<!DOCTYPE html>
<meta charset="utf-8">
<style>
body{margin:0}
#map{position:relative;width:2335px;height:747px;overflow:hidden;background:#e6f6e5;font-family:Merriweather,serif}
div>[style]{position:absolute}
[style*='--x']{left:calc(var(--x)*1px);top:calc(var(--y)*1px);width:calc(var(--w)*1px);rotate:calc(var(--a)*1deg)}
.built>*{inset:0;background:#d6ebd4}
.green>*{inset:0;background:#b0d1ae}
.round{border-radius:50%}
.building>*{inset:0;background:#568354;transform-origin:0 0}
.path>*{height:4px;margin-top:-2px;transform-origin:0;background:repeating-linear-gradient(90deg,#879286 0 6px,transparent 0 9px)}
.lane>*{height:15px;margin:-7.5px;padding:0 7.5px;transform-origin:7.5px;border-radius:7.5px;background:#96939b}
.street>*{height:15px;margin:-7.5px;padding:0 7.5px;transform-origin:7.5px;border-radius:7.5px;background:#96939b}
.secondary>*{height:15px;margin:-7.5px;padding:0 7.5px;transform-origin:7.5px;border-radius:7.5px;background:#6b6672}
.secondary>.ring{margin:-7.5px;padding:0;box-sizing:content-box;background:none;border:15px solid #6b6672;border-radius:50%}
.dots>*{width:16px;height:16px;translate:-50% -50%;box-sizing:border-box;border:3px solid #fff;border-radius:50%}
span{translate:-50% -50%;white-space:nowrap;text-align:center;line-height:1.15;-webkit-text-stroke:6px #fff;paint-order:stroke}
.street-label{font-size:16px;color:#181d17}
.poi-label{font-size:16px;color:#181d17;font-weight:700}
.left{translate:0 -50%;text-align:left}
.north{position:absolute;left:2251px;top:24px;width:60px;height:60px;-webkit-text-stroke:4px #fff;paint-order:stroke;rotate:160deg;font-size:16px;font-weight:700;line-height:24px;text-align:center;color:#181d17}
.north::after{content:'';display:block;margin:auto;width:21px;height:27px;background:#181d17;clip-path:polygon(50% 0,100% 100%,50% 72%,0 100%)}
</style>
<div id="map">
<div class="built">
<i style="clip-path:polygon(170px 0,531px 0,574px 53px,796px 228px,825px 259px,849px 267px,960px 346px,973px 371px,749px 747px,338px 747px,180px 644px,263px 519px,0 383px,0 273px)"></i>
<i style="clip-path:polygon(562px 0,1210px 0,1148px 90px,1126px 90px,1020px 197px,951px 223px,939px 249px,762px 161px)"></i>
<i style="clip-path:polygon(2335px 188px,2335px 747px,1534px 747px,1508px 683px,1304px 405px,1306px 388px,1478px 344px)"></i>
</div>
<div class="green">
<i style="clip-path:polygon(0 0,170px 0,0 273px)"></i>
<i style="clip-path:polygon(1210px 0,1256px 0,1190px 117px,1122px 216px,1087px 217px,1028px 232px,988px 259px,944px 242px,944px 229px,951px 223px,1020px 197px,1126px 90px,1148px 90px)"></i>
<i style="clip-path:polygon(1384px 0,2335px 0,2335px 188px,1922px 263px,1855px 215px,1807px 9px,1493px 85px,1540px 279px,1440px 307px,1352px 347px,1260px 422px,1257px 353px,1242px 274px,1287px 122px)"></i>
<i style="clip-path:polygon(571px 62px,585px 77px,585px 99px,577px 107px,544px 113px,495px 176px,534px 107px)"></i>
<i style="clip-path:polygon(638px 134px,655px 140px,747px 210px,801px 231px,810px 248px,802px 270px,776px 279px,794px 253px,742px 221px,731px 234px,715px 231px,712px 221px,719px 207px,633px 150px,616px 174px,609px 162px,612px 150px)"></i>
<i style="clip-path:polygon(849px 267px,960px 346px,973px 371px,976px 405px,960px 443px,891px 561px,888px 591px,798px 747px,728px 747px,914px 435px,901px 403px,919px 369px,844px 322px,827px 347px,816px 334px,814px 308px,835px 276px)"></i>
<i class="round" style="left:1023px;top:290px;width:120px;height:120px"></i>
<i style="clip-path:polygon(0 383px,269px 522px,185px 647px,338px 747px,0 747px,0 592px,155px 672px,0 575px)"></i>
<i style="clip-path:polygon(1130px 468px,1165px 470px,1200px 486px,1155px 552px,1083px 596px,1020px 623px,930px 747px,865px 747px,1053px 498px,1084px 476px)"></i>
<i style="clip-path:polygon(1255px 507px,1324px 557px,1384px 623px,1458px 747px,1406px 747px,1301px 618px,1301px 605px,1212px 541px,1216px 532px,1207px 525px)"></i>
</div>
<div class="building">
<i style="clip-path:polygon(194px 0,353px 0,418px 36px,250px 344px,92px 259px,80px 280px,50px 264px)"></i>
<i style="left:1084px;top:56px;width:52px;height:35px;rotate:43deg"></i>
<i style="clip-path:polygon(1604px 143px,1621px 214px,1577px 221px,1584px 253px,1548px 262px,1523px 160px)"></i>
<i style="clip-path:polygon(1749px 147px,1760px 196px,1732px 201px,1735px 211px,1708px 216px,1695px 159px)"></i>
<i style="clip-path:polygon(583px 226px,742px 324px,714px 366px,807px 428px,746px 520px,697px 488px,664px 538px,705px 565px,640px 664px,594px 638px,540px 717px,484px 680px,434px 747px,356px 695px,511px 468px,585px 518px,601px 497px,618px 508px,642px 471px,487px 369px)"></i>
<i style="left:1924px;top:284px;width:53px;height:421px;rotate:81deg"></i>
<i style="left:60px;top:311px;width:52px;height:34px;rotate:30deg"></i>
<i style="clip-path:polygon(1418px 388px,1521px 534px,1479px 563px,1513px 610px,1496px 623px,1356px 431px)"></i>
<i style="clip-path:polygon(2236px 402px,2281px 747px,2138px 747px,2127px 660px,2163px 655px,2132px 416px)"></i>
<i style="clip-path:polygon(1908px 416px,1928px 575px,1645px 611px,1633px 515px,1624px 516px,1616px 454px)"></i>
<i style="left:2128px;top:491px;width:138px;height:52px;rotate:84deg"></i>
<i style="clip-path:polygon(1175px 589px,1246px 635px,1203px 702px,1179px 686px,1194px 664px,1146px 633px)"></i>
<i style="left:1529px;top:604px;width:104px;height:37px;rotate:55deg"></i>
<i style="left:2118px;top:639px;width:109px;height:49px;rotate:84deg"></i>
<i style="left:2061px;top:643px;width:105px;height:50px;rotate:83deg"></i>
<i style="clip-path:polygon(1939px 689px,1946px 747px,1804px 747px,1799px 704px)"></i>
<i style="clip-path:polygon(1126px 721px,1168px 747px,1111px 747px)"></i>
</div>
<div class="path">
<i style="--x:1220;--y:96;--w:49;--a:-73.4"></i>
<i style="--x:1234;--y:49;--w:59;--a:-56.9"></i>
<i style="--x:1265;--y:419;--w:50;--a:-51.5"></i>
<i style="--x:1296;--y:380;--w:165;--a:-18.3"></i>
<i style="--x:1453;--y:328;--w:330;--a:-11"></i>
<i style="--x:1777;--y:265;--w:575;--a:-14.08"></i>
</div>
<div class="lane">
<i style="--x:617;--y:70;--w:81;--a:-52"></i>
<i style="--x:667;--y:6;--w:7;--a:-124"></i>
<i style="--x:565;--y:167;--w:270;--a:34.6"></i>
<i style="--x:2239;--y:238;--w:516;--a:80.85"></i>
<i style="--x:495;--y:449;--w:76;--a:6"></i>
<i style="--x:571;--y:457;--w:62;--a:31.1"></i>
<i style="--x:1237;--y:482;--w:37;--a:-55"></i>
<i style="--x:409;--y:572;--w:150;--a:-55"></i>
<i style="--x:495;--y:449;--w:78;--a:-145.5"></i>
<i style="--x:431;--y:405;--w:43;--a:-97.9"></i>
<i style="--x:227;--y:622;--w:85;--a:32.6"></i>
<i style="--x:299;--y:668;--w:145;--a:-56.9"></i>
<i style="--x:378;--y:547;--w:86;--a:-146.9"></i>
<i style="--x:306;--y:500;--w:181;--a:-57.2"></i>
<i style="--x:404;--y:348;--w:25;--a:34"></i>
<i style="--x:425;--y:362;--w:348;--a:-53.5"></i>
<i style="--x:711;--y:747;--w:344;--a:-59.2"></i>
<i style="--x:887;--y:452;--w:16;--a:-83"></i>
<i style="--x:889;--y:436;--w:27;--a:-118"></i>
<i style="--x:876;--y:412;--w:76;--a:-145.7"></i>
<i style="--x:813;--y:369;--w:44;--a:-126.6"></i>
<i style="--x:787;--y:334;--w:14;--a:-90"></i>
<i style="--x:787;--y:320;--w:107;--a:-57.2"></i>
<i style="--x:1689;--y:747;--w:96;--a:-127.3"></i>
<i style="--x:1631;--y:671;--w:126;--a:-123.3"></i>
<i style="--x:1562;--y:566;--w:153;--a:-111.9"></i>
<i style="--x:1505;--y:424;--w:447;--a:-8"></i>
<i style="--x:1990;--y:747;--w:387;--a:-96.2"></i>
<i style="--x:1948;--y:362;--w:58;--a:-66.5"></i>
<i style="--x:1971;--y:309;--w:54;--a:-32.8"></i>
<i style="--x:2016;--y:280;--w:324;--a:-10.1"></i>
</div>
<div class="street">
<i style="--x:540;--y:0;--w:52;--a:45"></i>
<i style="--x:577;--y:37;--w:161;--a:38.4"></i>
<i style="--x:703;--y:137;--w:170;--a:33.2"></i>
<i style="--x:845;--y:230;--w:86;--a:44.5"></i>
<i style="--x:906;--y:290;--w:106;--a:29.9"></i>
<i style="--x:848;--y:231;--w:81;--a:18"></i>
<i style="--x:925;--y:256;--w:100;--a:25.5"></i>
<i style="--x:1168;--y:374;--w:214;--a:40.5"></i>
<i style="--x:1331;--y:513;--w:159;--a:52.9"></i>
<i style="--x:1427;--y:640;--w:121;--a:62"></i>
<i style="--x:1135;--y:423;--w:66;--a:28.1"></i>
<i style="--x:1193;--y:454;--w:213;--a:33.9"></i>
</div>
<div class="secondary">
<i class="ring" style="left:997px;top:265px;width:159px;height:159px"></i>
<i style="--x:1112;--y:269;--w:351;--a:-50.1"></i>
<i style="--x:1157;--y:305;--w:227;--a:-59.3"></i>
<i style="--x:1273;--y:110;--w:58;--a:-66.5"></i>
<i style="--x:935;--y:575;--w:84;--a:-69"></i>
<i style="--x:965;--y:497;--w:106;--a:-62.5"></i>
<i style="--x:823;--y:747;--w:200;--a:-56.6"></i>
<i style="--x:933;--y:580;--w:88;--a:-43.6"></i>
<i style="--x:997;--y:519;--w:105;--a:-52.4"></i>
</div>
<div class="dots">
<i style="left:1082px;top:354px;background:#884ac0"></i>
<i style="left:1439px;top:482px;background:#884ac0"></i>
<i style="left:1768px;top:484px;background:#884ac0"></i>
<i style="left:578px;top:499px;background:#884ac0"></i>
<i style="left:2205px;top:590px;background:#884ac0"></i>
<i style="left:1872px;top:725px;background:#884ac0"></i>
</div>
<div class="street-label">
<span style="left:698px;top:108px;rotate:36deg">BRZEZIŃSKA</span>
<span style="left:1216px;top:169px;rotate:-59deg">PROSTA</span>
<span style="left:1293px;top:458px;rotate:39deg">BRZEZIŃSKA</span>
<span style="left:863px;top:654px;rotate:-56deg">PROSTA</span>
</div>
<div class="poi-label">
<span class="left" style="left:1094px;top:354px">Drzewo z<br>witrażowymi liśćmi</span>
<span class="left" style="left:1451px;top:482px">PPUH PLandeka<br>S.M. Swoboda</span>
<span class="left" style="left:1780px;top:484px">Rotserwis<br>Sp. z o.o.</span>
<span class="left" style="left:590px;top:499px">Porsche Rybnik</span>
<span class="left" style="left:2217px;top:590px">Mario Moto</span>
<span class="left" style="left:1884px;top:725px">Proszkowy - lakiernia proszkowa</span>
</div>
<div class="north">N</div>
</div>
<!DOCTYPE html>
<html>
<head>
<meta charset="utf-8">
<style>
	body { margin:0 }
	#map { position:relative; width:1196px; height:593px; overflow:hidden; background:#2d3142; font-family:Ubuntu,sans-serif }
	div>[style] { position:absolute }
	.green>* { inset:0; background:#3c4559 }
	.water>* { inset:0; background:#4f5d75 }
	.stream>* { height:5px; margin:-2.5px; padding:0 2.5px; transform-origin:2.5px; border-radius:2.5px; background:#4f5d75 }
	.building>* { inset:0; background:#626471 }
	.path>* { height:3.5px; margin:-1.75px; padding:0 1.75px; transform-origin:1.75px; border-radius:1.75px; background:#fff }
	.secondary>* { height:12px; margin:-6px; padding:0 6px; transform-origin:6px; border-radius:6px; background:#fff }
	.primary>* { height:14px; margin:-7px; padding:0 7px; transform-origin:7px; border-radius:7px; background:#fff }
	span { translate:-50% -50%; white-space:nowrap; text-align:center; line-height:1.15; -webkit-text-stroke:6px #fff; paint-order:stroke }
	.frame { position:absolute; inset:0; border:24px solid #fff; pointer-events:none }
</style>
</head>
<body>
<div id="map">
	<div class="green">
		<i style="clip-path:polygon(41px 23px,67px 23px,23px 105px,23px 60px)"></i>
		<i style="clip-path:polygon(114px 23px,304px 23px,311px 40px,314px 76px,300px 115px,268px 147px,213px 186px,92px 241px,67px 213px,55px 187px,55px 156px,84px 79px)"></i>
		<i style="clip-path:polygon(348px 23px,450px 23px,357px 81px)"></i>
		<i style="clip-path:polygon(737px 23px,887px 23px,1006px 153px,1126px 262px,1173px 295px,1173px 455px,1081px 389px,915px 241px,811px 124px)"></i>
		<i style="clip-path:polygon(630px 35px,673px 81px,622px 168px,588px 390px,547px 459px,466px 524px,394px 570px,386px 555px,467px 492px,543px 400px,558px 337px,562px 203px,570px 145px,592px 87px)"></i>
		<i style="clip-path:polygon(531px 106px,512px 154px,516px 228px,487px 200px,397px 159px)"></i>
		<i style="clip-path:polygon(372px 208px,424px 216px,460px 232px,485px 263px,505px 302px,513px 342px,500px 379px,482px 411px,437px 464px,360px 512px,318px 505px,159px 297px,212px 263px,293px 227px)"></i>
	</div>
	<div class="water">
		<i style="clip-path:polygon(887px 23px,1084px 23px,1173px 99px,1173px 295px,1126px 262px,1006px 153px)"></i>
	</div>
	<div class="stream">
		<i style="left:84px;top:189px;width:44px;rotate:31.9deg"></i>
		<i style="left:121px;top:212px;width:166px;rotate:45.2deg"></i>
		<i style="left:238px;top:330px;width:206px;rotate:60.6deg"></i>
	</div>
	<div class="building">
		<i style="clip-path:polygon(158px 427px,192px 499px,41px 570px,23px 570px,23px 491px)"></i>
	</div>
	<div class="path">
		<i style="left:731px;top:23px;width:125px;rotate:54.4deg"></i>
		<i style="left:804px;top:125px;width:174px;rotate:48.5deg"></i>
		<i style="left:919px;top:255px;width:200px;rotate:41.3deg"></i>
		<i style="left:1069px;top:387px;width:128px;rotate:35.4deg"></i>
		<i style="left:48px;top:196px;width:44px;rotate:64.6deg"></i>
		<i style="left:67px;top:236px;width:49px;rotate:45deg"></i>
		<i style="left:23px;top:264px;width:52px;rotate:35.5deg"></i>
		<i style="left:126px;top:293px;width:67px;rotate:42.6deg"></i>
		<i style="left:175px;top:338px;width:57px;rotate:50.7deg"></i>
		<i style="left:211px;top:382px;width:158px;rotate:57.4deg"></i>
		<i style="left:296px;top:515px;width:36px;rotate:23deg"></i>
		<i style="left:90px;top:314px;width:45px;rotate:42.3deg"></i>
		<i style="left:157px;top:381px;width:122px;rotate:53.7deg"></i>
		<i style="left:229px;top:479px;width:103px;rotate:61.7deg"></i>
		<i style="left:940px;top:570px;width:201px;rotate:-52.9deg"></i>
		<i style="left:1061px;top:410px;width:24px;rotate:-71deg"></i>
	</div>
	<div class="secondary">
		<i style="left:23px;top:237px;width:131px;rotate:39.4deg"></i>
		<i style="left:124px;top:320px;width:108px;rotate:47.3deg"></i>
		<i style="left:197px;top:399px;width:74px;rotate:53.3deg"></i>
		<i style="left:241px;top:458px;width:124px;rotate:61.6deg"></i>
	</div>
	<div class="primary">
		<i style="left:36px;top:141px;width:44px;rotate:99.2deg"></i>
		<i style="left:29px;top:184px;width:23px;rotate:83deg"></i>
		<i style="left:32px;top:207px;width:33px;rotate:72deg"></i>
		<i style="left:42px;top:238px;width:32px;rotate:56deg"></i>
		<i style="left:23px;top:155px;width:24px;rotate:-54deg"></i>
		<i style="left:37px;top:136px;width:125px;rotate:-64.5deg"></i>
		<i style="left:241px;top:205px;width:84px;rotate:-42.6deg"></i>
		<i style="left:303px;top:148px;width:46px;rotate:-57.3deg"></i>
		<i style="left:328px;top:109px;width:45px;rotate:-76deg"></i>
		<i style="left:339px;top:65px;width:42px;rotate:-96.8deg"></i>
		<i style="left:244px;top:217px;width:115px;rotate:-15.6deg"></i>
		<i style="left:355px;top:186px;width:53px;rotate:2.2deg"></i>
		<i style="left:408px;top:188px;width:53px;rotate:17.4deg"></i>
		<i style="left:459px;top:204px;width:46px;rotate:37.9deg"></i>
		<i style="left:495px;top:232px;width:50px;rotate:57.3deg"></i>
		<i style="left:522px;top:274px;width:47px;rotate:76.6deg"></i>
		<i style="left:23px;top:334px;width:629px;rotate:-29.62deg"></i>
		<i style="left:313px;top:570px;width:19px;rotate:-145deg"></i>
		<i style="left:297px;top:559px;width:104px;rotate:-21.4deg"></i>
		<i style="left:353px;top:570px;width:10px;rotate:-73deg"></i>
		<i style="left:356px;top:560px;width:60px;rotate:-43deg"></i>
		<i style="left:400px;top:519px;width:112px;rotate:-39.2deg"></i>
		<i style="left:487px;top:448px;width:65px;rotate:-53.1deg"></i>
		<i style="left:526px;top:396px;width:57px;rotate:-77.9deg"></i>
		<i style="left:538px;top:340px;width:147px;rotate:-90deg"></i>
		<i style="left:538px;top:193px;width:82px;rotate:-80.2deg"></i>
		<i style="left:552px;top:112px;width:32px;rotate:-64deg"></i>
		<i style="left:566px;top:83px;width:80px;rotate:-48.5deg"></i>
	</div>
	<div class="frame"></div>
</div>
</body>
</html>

****

▸ GOAL OF THE EXERCISE: What lines in the data above contain the word "body"? Show them all.

▸ EXERCISE RESULT:
body{margin:0}
	body { margin:0 }
<body>
</body>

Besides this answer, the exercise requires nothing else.